# README
pipeline
This package contains elements for building discrete/http and streaming/grpc request pipelines. It is designed to be used as building blocks that are constructed in frontend.go. Something like the following:
searchPipeline := pipeline.Build(
asyncPipeline(cfg, newAsyncSearchSharder(reader, o, cfg.Search.Sharder, logger), logger),
[]pipeline.Middleware{cacheWare, statusCodeWare, retryWare},
next)
http := newSearchHTTPHandler(cfg, searchPipeline, logger)
grpc := newSearchStreamingGRPCHandler(cfg, searchPipeline, apiPrefix, logger)
standard pipeline
The standard pipeline looks like the following:
collector -> pipeline -> http.Roundtripper
The final http.Roundtripper is the old cortex.frontend which then farms requests out to the queriers. This can also easily be replaced with a mock to write integration tests.
collector
There are two collectors that are designed to be used directly with a desired endpoint: GRPC and HTTP. Both types of collectors require a combiner from the frontend/combiner package. These type aware combiners handle the specifics of unmarshalling and combining the type while the collectors handles the accumulation of responses and the ergonomics of streaming/discrete responses.

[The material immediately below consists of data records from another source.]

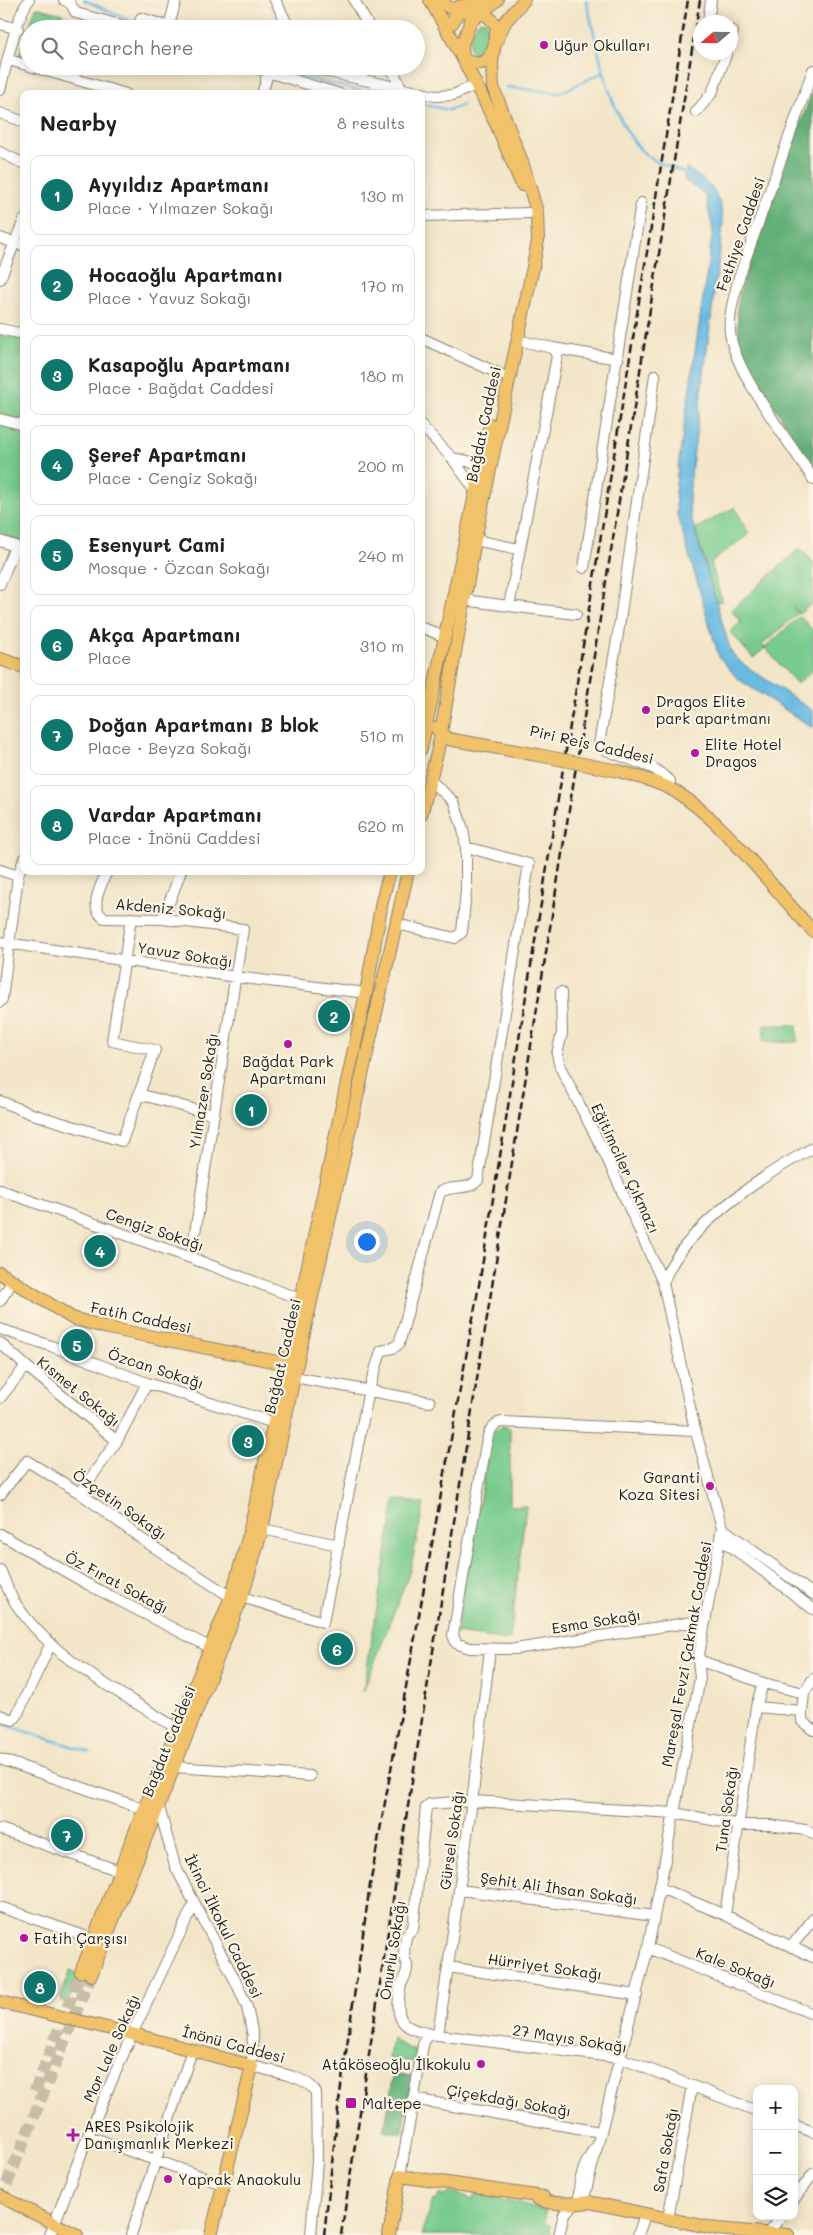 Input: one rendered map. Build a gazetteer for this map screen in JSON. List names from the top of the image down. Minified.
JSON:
{"streets":{"main road":["Bağdat Caddesi","Piri Reis Caddesi","Fatih Caddesi","İkinci İlkokul Caddesi","İnönü Caddesi"],"street":["Fethiye Caddesi","Akdeniz Sokağı","Yavuz Sokağı","Yılmazer Sokağı","Eğitimciler Çıkmazı","Cengiz Sokağı","Özcan Sokağı","Kısmet Sokağı","Özçetin Sokağı","Öz Fırat Sokağı","Esma Sokağı","Mareşal Fevzi Çakmak Caddesi","Tuna Sokağı","Gürsel Sokağı","Şehit Ali İhsan Sokağı","Onurlu Sokağı","Hürriyet Sokağı","Kale Sokağı","27 Mayıs Sokağı","Mor Lale Sokağı","Çiçekdağı Sokağı","Safa Sokağı"]},"crossings":[["Bağdat Caddesi","Piri Reis Caddesi"],["Bağdat Caddesi","Yavuz Sokağı"],["Bağdat Caddesi","Cengiz Sokağı"],["Bağdat Caddesi","Fatih Caddesi"],["Bağdat Caddesi","Özcan Sokağı"],["Bağdat Caddesi","Özçetin Sokağı"],["Bağdat Caddesi","Öz Fırat Sokağı"],["Bağdat Caddesi","İkinci İlkokul Caddesi"],["Akdeniz Sokağı","Yılmazer Sokağı"],["Yavuz Sokağı","Yılmazer Sokağı"],["Yılmazer Sokağı","Cengiz Sokağı"],["Eğitimciler Çıkmazı","Mareşal Fevzi Çakmak Caddesi"],["Esma Sokağı","Mareşal Fevzi Çakmak Caddesi"],["Esma Sokağı","Gürsel Sokağı"],["Mareşal Fevzi Çakmak Caddesi","Şehit Ali İhsan Sokağı"],["Mareşal Fevzi Çakmak Caddesi","Hürriyet Sokağı"],["Mareşal Fevzi Çakmak Caddesi","Kale Sokağı"],["Mareşal Fevzi Çakmak Caddesi","27 Mayıs Sokağı"],["Mareşal Fevzi Çakmak Caddesi","Çiçekdağı Sokağı"],["Gürsel Sokağı","Şehit Ali İhsan Sokağı"],["Gürsel Sokağı","Onurlu Sokağı"],["Gürsel Sokağı","Hürriyet Sokağı"],["Gürsel Sokağı","27 Mayıs Sokağı"],["Gürsel Sokağı","Çiçekdağı Sokağı"],["İkinci İlkokul Caddesi","İnönü Caddesi"],["İkinci İlkokul Caddesi","Mor Lale Sokağı"],["Onurlu Sokağı","27 Mayıs Sokağı"],["27 Mayıs Sokağı","Safa Sokağı"],["İnönü Caddesi","Mor Lale Sokağı"]],"places":{"other":["Uğur Okulları","Dragos Elite park apartmanı","Elite Hotel Dragos","Bağdat Park Apartmanı","Garanti Koza Sitesi","Fatih Çarşısı","Ataköseoğlu İlkokulu","Yaprak Anaokulu"],"transit":["Maltepe"],"health":["ARES Psikolojik Danışmanlık Merkezi"]},"north":"left","page":{"search":"Search here","heading":["Nearby","8 results"],"list":[{"mark":"1","name":"Ayyıldız Apartmanı","note":"Place · Yılmazer Sokağı","value":"130 m"},{"mark":"2","name":"Hocaoğlu Apartmanı","note":"Place · Yavuz Sokağı","value":"170 m"},{"mark":"3","name":"Kasapoğlu Apartmanı","note":"Place · Bağdat Caddesi","value":"180 m"},{"mark":"4","name":"Şeref Apartmanı","note":"Place · Cengiz Sokağı","value":"200 m"},{"mark":"5","name":"Esenyurt Cami","note":"Mosque · Özcan Sokağı","value":"240 m"},{"mark":"6","name":"Akça Apartmanı","note":"Place","value":"310 m"},{"mark":"7","name":"Doğan Apartmanı B blok","note":"Place · Beyza Sokağı","value":"510 m"},{"mark":"8","name":"Vardar Apartmanı","note":"Place · İnönü Caddesi","value":"620 m"}],"pins":["2","1","4","5","3","6","7","8"],"map_buttons":["+","−"]}} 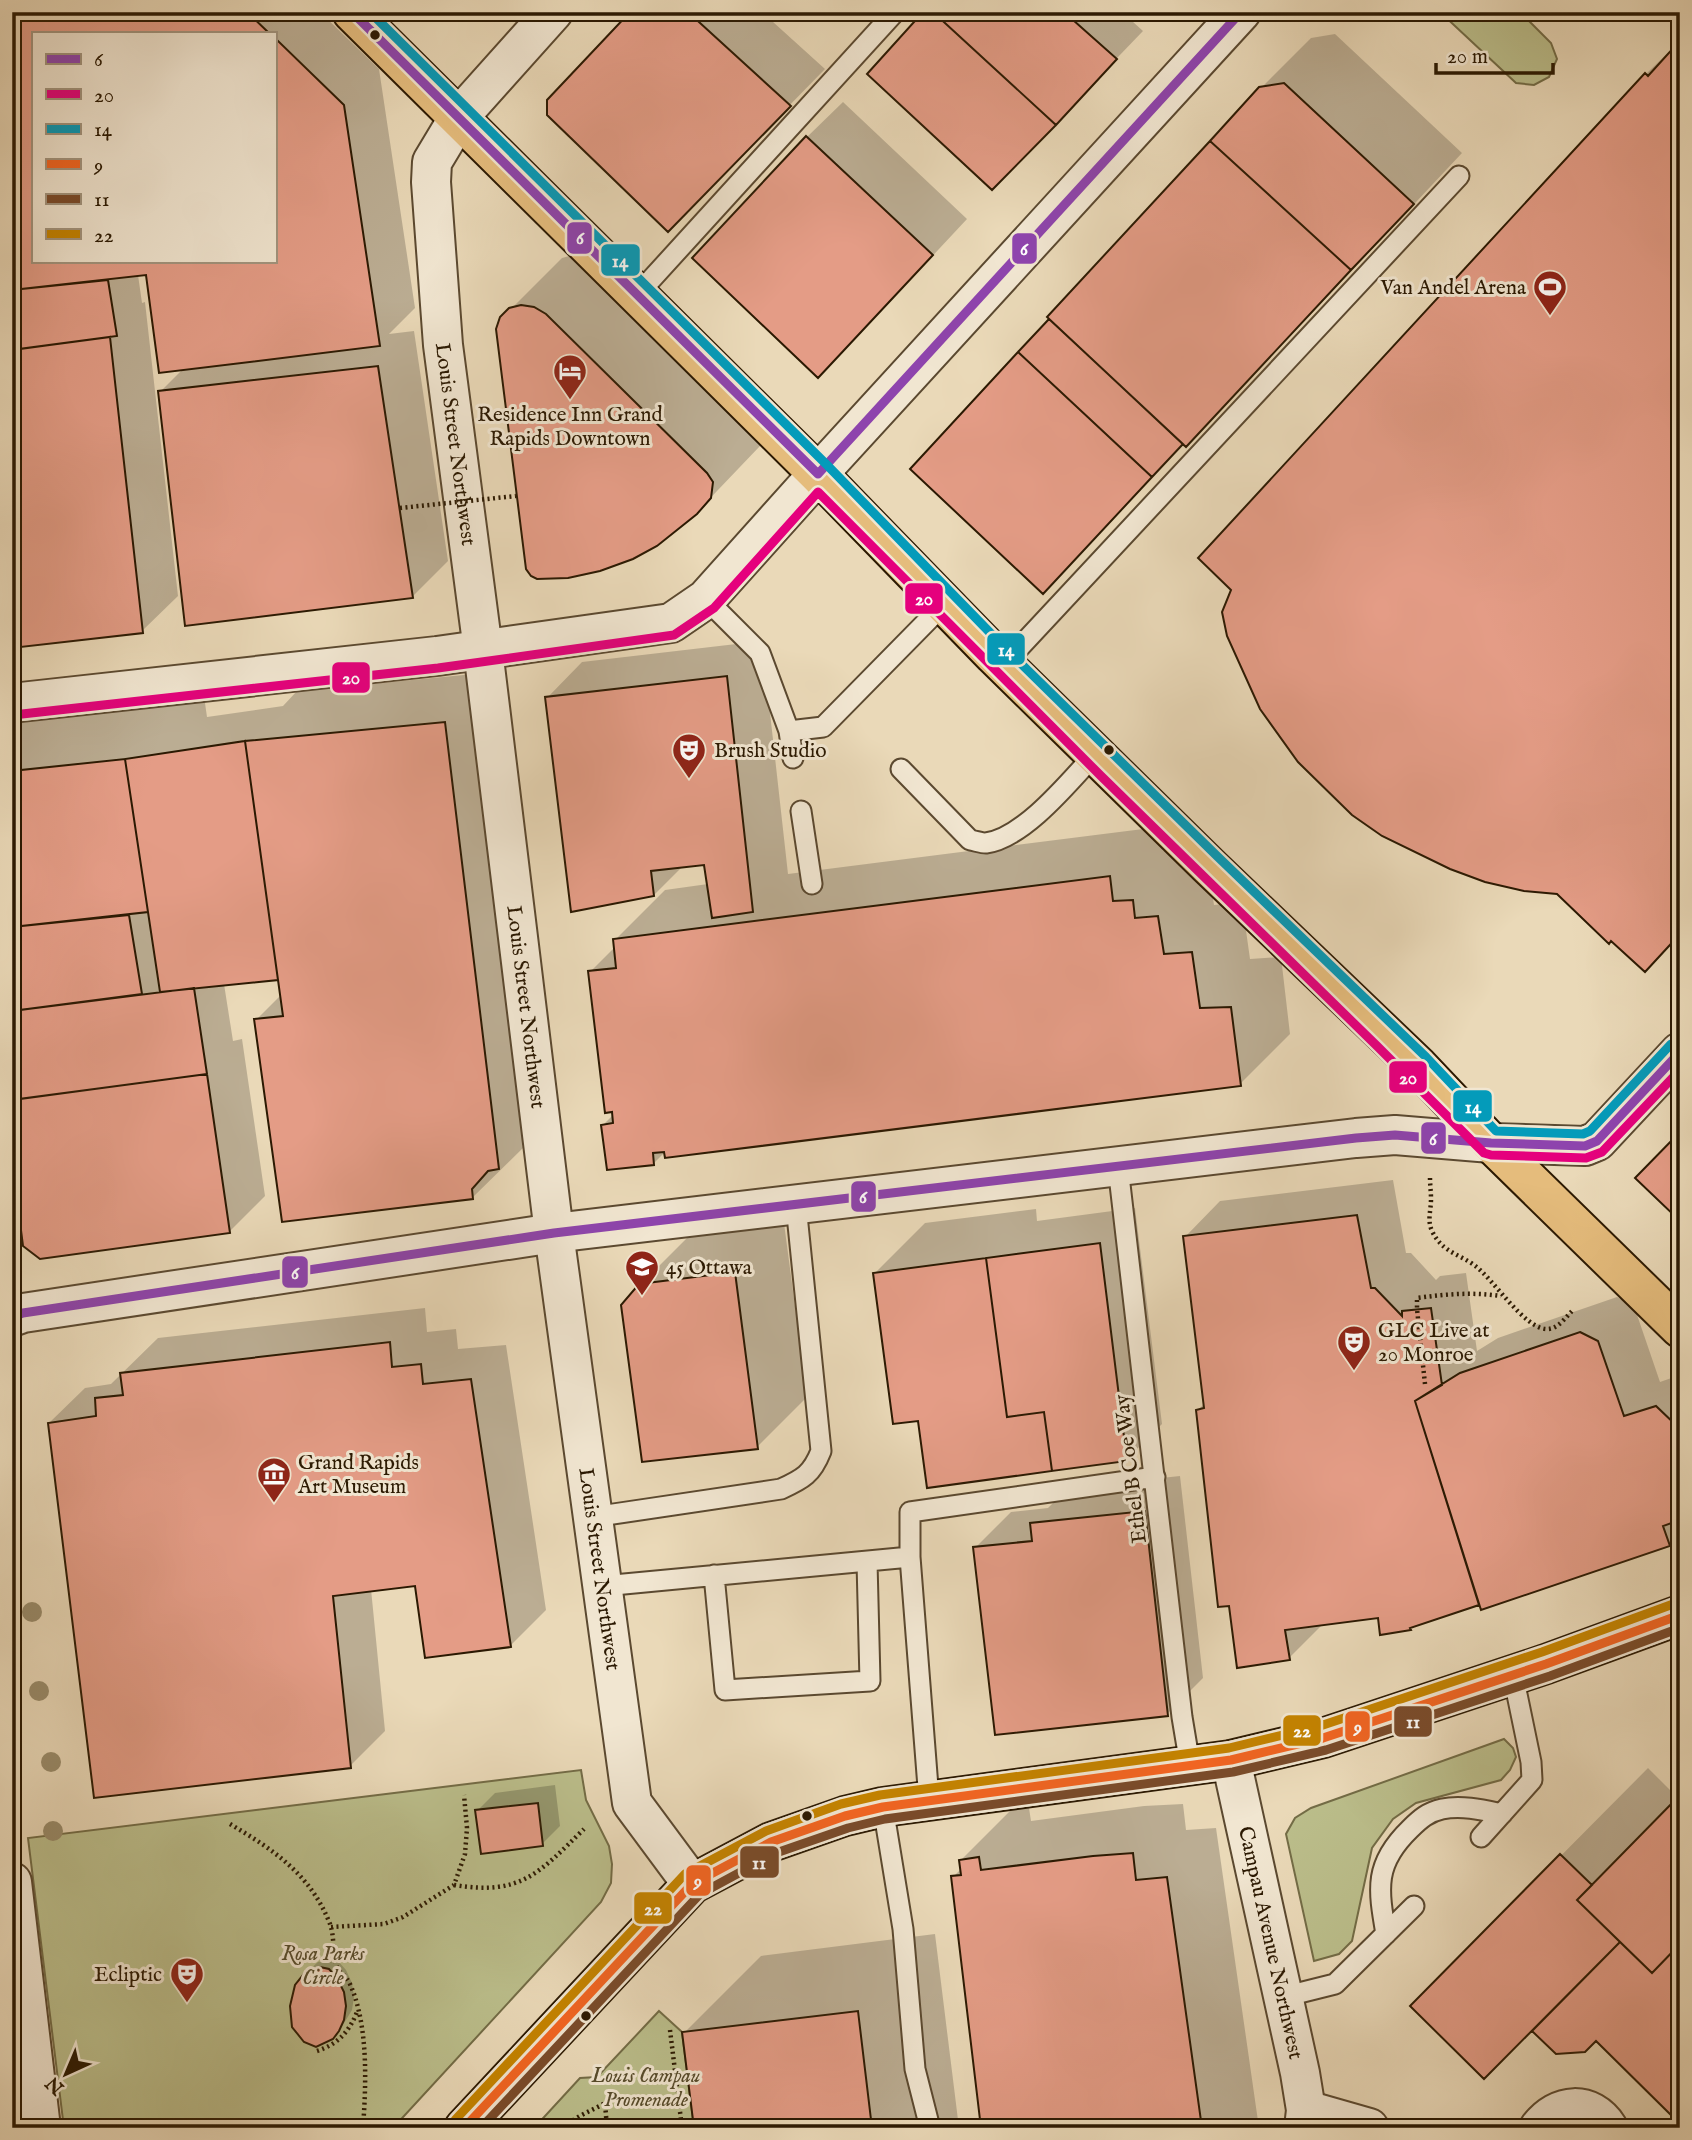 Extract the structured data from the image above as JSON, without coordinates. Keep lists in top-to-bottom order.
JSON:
{
  "streets": {
    "street": ["Louis Street Northwest", "Campau Avenue Northwest"],
    "lane": ["Ethel B Coe Way"]
  },
  "parks": ["Rosa Parks Circle", "Louis Campau Promenade"],
  "places": {
    "sports": ["Van Andel Arena"],
    "hotel": ["Residence Inn Grand Rapids Downtown"],
    "theatre": ["Brush Studio", "GLC Live at 20 Monroe", "Ecliptic"],
    "school or university": ["45 Ottawa"],
    "museum": ["Grand Rapids Art Museum"]
  },
  "lines": [
    "transit line 6",
    "transit line 14",
    "transit line 20",
    "transit line 22",
    "transit line 9",
    "transit line 11"
  ],
  "legend": [
    "6",
    "20",
    "14",
    "9",
    "11",
    "22"
  ],
  "scale_bar": "20 m",
  "north": "bottom left"
}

The combiners are responsible for aggregating and combining the results as well as translating the results into either an HTTP or GRPC response.
GRPC
The GRPC collector is designed to return a series of streaming diffs which can then be returned to a client from a GRPC server.
func NewGRPCCollector[T combiner.TResponse](next AsyncRoundTripper[*http.Response], combiner combiner.GRPCCombiner[T], send func(T) error) *GRPCCollector[T]
It takes a callback that happens to nicely match up with the server.Send function which allows a user to write something like:
collector := pipeline.NewGRPCCollector[*tempopb.SearchResponse](next, c, srv.Send)
err := collector.RoundTrip(req)
HTTP
The HTTP collector is designed to return a single, discrete response like a traditional http endpoint:
func NewHTTPCollector(next AsyncRoundTripper[*http.Response], combiner combiner.Combiner) http.RoundTripper
Since it returns a roundtripper it's quite easy to use with existing http code. Something like:
// build and use roundtripper
combiner := combiner.NewTypedSearch(int(limit))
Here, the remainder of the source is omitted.